Beseitigung von „Kaltstellen“ bei der Glasherstellung
Haben Sie schon einmal erlebt, dass eine Charge Glaswaren aus dem Ofen kommt – und dabei ein paar Stücke bereits Risse aufweisen? Das ist frustrierend. In der Regel liegt das an sogenannten „Kaltstellen“.
Wenn Sie mit Glaswaren arbeiten, die eine tiefe Basis oder einen schmalen Hals haben, reicht ein herkömmlicher Konvektionsofen einfach nicht aus. Die heiße Luft kann nicht bis in diese engen Spalten vordringen. Dadurch entsteht eine ungleichmäßige Spannung im Glas – und schon sind Ihre Gewinne dahin.

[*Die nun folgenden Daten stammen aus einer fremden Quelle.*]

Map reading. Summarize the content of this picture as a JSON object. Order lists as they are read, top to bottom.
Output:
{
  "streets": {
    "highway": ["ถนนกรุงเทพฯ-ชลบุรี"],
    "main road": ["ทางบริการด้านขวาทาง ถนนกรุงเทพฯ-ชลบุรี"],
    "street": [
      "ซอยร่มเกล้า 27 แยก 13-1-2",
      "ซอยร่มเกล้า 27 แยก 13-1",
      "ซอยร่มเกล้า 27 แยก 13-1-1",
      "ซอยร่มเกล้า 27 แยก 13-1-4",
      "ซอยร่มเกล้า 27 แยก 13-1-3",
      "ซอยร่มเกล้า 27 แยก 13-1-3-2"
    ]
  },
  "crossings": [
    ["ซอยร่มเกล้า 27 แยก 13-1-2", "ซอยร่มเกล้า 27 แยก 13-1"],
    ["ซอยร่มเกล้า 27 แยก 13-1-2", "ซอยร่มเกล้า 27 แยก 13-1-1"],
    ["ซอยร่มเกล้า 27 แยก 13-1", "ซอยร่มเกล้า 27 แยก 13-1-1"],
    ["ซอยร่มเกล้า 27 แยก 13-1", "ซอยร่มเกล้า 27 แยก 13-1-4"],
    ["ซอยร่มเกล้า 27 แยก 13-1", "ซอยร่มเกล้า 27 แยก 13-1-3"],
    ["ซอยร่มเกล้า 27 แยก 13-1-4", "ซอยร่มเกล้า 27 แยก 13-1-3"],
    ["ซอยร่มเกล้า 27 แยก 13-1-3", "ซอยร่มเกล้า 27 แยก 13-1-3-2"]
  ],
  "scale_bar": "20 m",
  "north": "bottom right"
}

Wir haben herausgefunden, dass Kurzwellen-Infrarotlampen die Lösung sind.
Warum Infrarotlicht funktioniert
Infrarotstrahlung kümmert sich nicht um die Luftzirkulation. Sie muss die Wärme nicht in eine Ecke „blasen“ – sie strahlt die Energie direkt auf die Glasoberfläche ab.
Indem man diese Lampen in einem Mehrwinkelarrangement anordnet, kann man auch jene „toten Zonen“ erreichen, die die Luft einfach nicht erreicht. Wir verwenden Lampen mit hoher Leistungsdichte, damit das Glas schnell die richtige Temperatur erreicht. Das Beste daran: Man muss nicht den gesamten Ofenkörper erhitzen, nur um einen Glasbehälter mit schmalem Hals auf die richtige Temperatur zu bringen.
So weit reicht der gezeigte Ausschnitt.